Nahost-Konflikt schreckt Anleger in Jordanien nicht ab
Börse Amman profitiert vom Irak-Geschäft

Jordanien profitiert von seiner ausgleichenden Rolle im Nahost-Konflikt. Weder die unsichere Lage im östlichen Nachbarland Irak noch die zunehmende Gewalt zwischen Israelis und Palästinensern westlich des Jordans haben den Aufwärtstrend an der Börse in Amman stoppen können.

AMMAN. Die Kurse legten im vergangenen Jahr im Schnitt um mehr als die Hälfte zu. Und seit Jahresanfang verzeichneten die Anleger immerhin ein Plus von rund fünf Prozent – trotz der zunehmenden Spannungen vor der Haustür. Zum Vergleich: Der Deutsche Aktienindex kommt auf null Prozent.

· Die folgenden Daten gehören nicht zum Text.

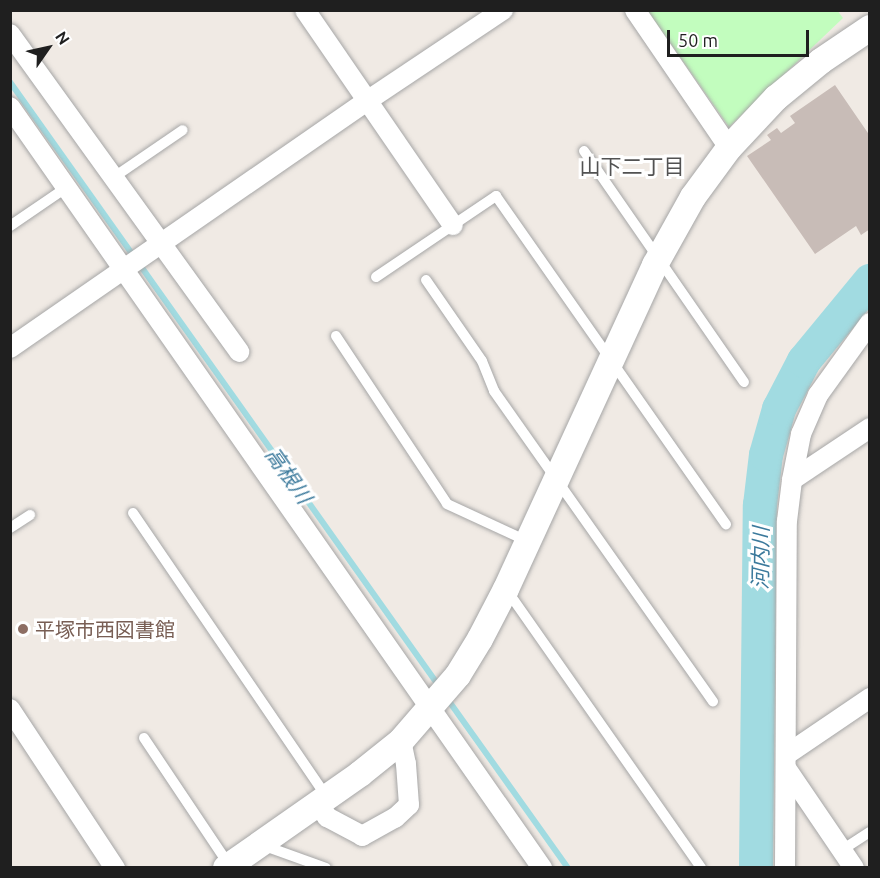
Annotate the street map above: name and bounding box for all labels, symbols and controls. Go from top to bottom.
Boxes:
north arrow [18,18,78,78]
scale bar [670,18,812,56]
text: N [52,28,74,48]
text: 50 m [678,30,718,50]
district label: 山下二丁目 [580,153,684,179]
water label: 高根川 [261,442,317,508]
water label: 河内川 [747,526,773,590]
place label: 平塚市西図書館 [35,617,175,641]
marker: 平塚市西図書館 [16,622,30,636]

Und obwohl sich auch nach dem jüngsten Beschluss Israels, sich aus dem Gaza-Streifen zurückzuziehen, keine rasche politische Lösung des Konflikts abzeichnet, sind Ammans Broker zuversichtlich. „Das Potenzial ist nach wie vor ausgezeichnet“, sagt der Börsenmakler Marwan A. Anahleh von der United Arab Jordan Company for Investment and Financial Brokerage. Er rechnet bis zum Jahresende mit einem Kurspotenzial von 20 bis 40 Prozent. Viele Gesellschaften seien noch unterbewertet. Er empfiehlt vor allem Titel, die beim Wiederaufbau Iraks mit lukrativen Aufträgen rechnen können. So rüste die Jordan Clothing Company die irakische Armee mit Uniformen aus. Empfohlen werden ebenfalls die Jordan Petroleum Refinery und die Jordan Pipes Manufacturing.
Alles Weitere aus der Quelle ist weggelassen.